(Extracted records)
[Start of section]

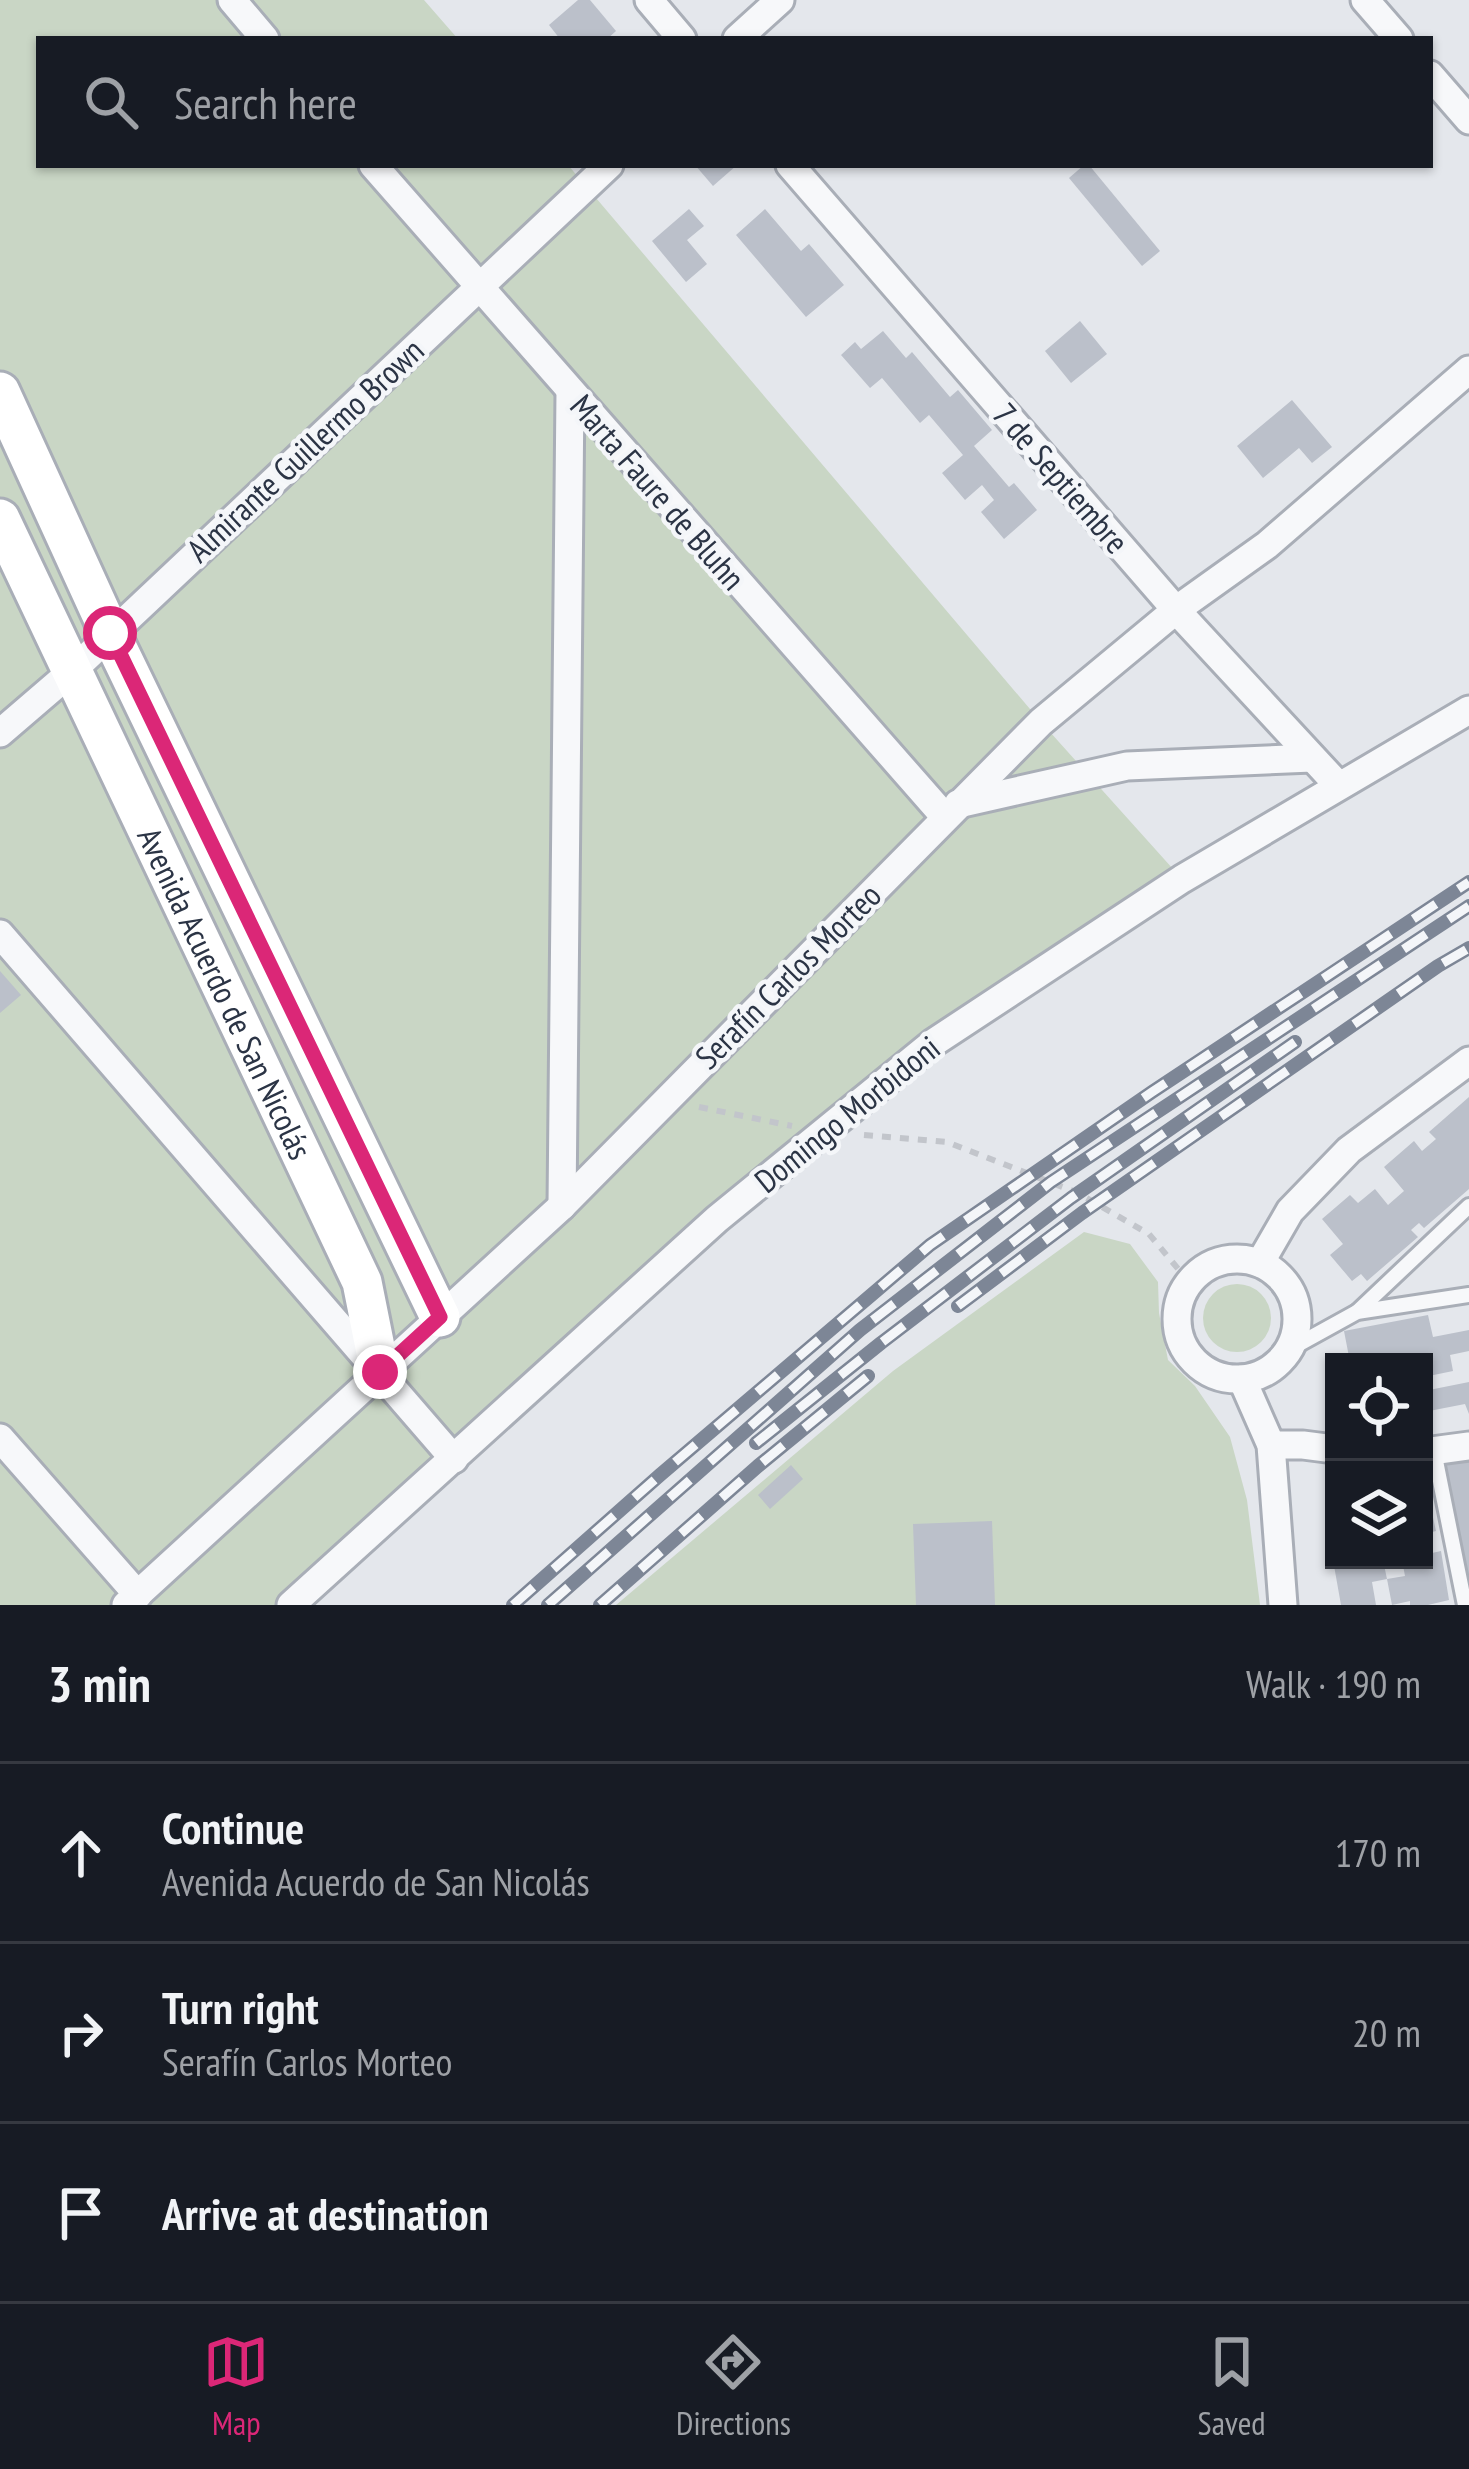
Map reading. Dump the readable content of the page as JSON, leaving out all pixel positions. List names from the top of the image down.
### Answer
{
  "streets": {
    "street": [
      "Almirante Guillermo Brown",
      "7 de Septiembre",
      "Marta Faure de Bluhn",
      "Serafín Carlos Morteo",
      "Avenida Acuerdo de San Nicolás",
      "Domingo Morbidoni"
    ]
  },
  "crossings": [
    ["Almirante Guillermo Brown", "Marta Faure de Bluhn"],
    ["Almirante Guillermo Brown", "Avenida Acuerdo de San Nicolás"],
    ["7 de Septiembre", "Serafín Carlos Morteo"],
    ["7 de Septiembre", "Domingo Morbidoni"],
    ["Marta Faure de Bluhn", "Serafín Carlos Morteo"],
    ["Serafín Carlos Morteo", "Avenida Acuerdo de San Nicolás"],
    ["Avenida Acuerdo de San Nicolás", "Domingo Morbidoni"]
  ],
  "page": {
    "search": "Search here",
    "heading": ["3 min", "Walk · 190 m"],
    "list": [
      ["Continue", "Avenida Acuerdo de San Nicolás", "170 m"],
      ["Turn right", "Serafín Carlos Morteo", "20 m"],
      "Arrive at destination"
    ],
    "nav": ["Map", "Directions", "Saved"]
  }
}
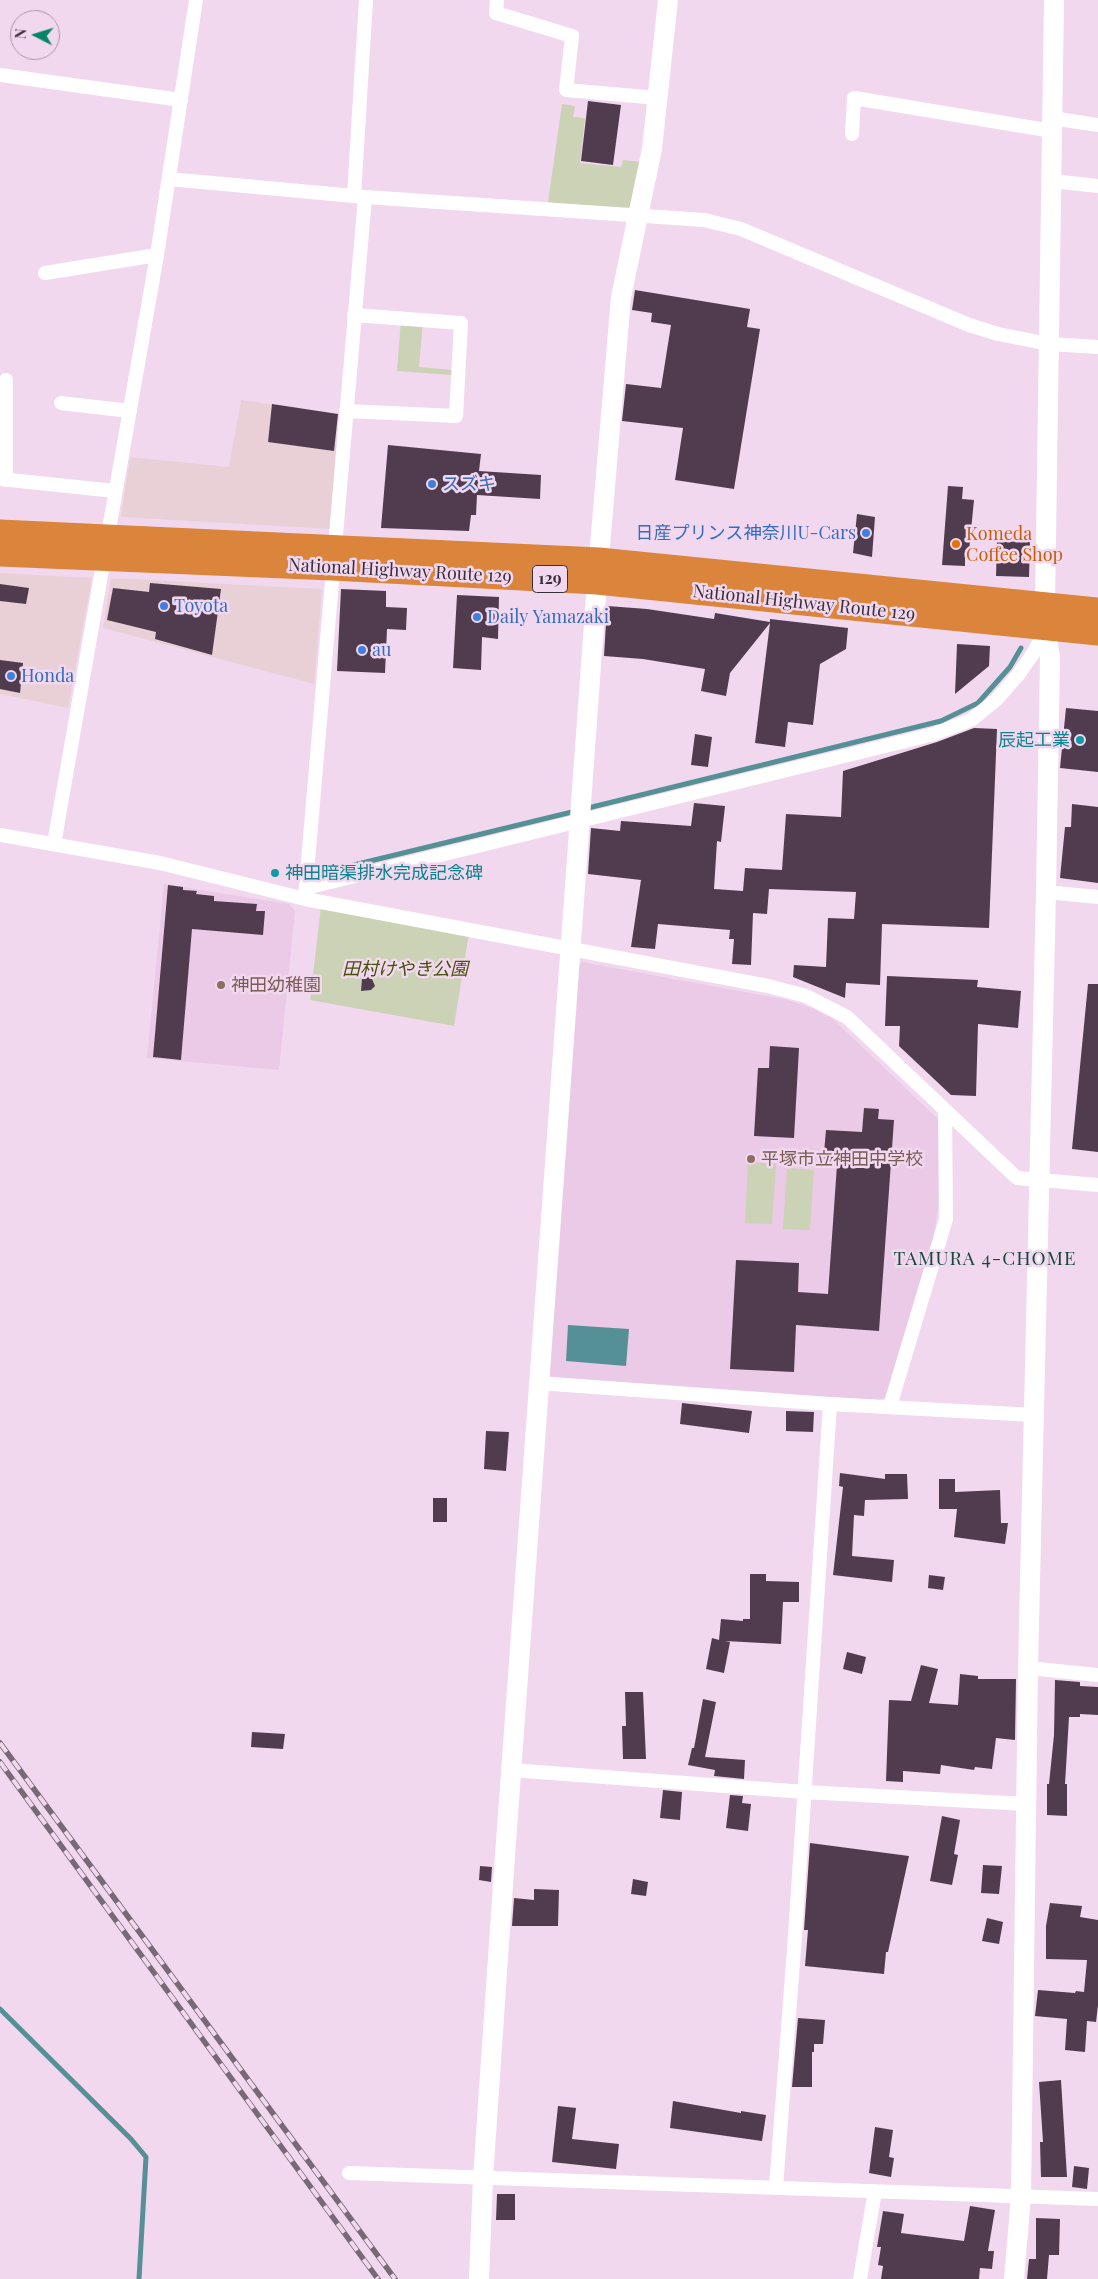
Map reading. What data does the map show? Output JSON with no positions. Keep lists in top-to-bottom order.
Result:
{
  "streets": {
    "highway": ["National Highway Route 129", "129"]
  },
  "districts": ["TAMURA 4-CHOME"],
  "parks": ["田村けやき公園"],
  "places": [
    "スズキ",
    "日産プリンス神奈川U-Cars",
    "Komeda Coffee Shop",
    "Toyota",
    "Daily Yamazaki",
    "au",
    "Honda",
    "辰起工業",
    "神田暗渠排水完成記念碑",
    "神田幼稚園",
    "平塚市立神田中学校"
  ],
  "north": "left"
}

[End of section]

▸ **Exercise**:
Please copy the data above exactly, omitting the pictures.

▸ **Answer for this exercise**:
Map reading. Dump the readable content of the page as JSON, leaving out all pixel positions. List names from the top of the image down.
### Answer
{
  "streets": {
    "street": [
      "Almirante Guillermo Brown",
      "7 de Septiembre",
      "Marta Faure de Bluhn",
      "Serafín Carlos Morteo",
      "Avenida Acuerdo de San Nicolás",
      "Domingo Morbidoni"
    ]
  },
  "crossings": [
    ["Almirante Guillermo Brown", "Marta Faure de Bluhn"],
    ["Almirante Guillermo Brown", "Avenida Acuerdo de San Nicolás"],
    ["7 de Septiembre", "Serafín Carlos Morteo"],
    ["7 de Septiembre", "Domingo Morbidoni"],
    ["Marta Faure de Bluhn", "Serafín Carlos Morteo"],
    ["Serafín Carlos Morteo", "Avenida Acuerdo de San Nicolás"],
    ["Avenida Acuerdo de San Nicolás", "Domingo Morbidoni"]
  ],
  "page": {
    "search": "Search here",
    "heading": ["3 min", "Walk · 190 m"],
    "list": [
      ["Continue", "Avenida Acuerdo de San Nicolás", "170 m"],
      ["Turn right", "Serafín Carlos Morteo", "20 m"],
      "Arrive at destination"
    ],
    "nav": ["Map", "Directions", "Saved"]
  }
}
Map reading. What data does the map show? Output JSON with no positions. Keep lists in top-to-bottom order.
Result:
{
  "streets": {
    "highway": ["National Highway Route 129", "129"]
  },
  "districts": ["TAMURA 4-CHOME"],
  "parks": ["田村けやき公園"],
  "places": [
    "スズキ",
    "日産プリンス神奈川U-Cars",
    "Komeda Coffee Shop",
    "Toyota",
    "Daily Yamazaki",
    "au",
    "Honda",
    "辰起工業",
    "神田暗渠排水完成記念碑",
    "神田幼稚園",
    "平塚市立神田中学校"
  ],
  "north": "left"
}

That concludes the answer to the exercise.